Such apparently self–fulfilling prophecies aside (Huntington did insist, if perhaps a bit weakly, that “many things are probable but nothing is inevitable” (303)), his thesis was able to generate a range of impressively accurate predictions.

China would emerge, he predicted, as the country most likely to challenge the West’s global influence. It would seek to bring a definitive end to the “century of humiliation”, which began with the defeat by the British in the First Opium War of 1839–42 and ended, allegedly, with the establishment of the People’s Republic in 1949. (229) In the process, it would catalyse the rejection of Western culture among non–Western societies. (82) It would not stand alone. “India could move into rapid economic development and emerge as a major contender for influence in world affairs.” (121) Other Non–Western countries could follow. And as far as the West was concerned, its ability to impose its concepts of human rights, liberalism, and democracy on other civilisations would rapidly erode. (92) “The successors to Reagan, Thatcher, Mitterrand and Kohl will be rivalled by those of Deng Xiaping, [Yasuhiro] Nakasone, Indira Gandhi, [Boris] Yeltsin and Suharto.” (91)

Such predictions were correct without necessarily being miraculous. Some predictions were more impressive, however. Huntington insisted that Chinese adoption of capitalism would not result in their adoption of liberal democracy. “Westerners who assume that it [will] are likely to be surprised by the creativity, resilience and individuality of non–Western cultures.” (53) He spoke of the risk of a global migration crisis (199), of on–going tensions between Russia and Ukraine (37, 167), and he presciently discussed (although did not predict) an increase in votes for right–wing, nationalist, anti–immigration parties. (201) He claimed that “the dangerous clashes of the future are likely to arise from the interaction of Western arrogance, Islamic intolerance, and Sinic assertiveness” (183). And he also said that “for security reasons” ‘core’ civilisation states might attempt to “incorporate or dominate” peoples from more liminal zones citing China and the Uighurs as one of his examples. (154)

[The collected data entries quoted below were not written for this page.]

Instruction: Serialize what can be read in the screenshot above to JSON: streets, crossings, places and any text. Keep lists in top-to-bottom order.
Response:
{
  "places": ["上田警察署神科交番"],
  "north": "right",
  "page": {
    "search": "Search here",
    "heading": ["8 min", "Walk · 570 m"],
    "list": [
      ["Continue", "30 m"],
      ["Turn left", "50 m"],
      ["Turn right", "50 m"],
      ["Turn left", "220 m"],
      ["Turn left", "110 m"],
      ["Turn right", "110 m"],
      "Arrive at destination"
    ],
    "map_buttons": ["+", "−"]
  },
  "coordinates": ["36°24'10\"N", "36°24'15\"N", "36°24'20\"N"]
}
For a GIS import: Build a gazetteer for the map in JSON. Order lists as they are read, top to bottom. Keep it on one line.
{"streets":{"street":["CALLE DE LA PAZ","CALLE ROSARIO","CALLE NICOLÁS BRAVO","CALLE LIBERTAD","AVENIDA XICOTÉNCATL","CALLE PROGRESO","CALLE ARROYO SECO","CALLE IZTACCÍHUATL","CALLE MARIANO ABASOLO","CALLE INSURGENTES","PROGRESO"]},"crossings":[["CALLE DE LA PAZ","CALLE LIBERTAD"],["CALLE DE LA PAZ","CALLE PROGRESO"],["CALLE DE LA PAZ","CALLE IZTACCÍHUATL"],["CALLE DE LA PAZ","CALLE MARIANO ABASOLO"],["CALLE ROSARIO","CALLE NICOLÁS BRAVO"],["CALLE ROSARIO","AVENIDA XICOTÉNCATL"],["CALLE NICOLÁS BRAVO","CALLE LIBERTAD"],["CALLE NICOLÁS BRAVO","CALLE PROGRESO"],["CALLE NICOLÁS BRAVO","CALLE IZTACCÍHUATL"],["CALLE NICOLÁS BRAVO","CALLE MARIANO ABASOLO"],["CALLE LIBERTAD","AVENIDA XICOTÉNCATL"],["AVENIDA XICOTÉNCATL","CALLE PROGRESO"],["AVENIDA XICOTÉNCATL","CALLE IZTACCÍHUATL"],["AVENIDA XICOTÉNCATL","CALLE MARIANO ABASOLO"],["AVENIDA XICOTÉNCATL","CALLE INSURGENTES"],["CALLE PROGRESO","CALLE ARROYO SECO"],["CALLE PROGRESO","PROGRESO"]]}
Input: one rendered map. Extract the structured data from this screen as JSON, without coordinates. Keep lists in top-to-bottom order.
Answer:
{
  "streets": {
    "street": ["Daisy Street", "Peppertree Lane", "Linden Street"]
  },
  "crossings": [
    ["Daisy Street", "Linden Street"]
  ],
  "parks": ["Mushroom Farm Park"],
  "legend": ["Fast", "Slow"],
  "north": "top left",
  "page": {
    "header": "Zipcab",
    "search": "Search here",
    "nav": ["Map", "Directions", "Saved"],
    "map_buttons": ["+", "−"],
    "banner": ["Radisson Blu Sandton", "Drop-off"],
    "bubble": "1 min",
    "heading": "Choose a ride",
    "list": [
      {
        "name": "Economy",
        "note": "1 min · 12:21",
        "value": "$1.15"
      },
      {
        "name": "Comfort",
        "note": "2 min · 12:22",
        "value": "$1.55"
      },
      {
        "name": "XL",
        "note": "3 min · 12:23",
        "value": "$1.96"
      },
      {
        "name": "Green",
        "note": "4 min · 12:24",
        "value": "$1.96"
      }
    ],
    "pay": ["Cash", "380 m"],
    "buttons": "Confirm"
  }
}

As all this suggests, The Clash was admirably specific in many of its predictions, which inevitably meant it would be disproved easily when wrong. Thus, he argued that the Asian economic boom would “level off sometime in the early 21st century”, (120) and that the Islamic Resurgence would fade into history when the demographic impulse powering it weakened in the second and third decades of the century. (121) But it also meant that when he was correct, he could sound like a newspaper article from the future. Greece, he claimed, “often pursued economic policies that seemed to flout the standards prevailing in Brussels” (163), while in America “the real clash” would be between “the multiculturalists and the defenders of… the American Creed.” (307)

In short, for all its tendency to self–fulfilling prophecies, and for its vague bellicosity and the sense of a near–inevitable confrontation that left a bad taste in the mouth, The Clash of Civilisations was surely one of the more accurate geopolitical forecasts to emerge from the post–Cold War years.

4.

Being more accurate, however, is not the same as being right. The reason why Huntington’s thesis attracted so much attention over the years is, I think, because of his use of the word ‘clash’. People applauded him as prophetic when the world turned out to be slightly less peaceful than others predicted. Or they censured him for being a Jeremiah, or worse, when they thought he was presuming, or even provoking the conflicts he claimed to be predicting.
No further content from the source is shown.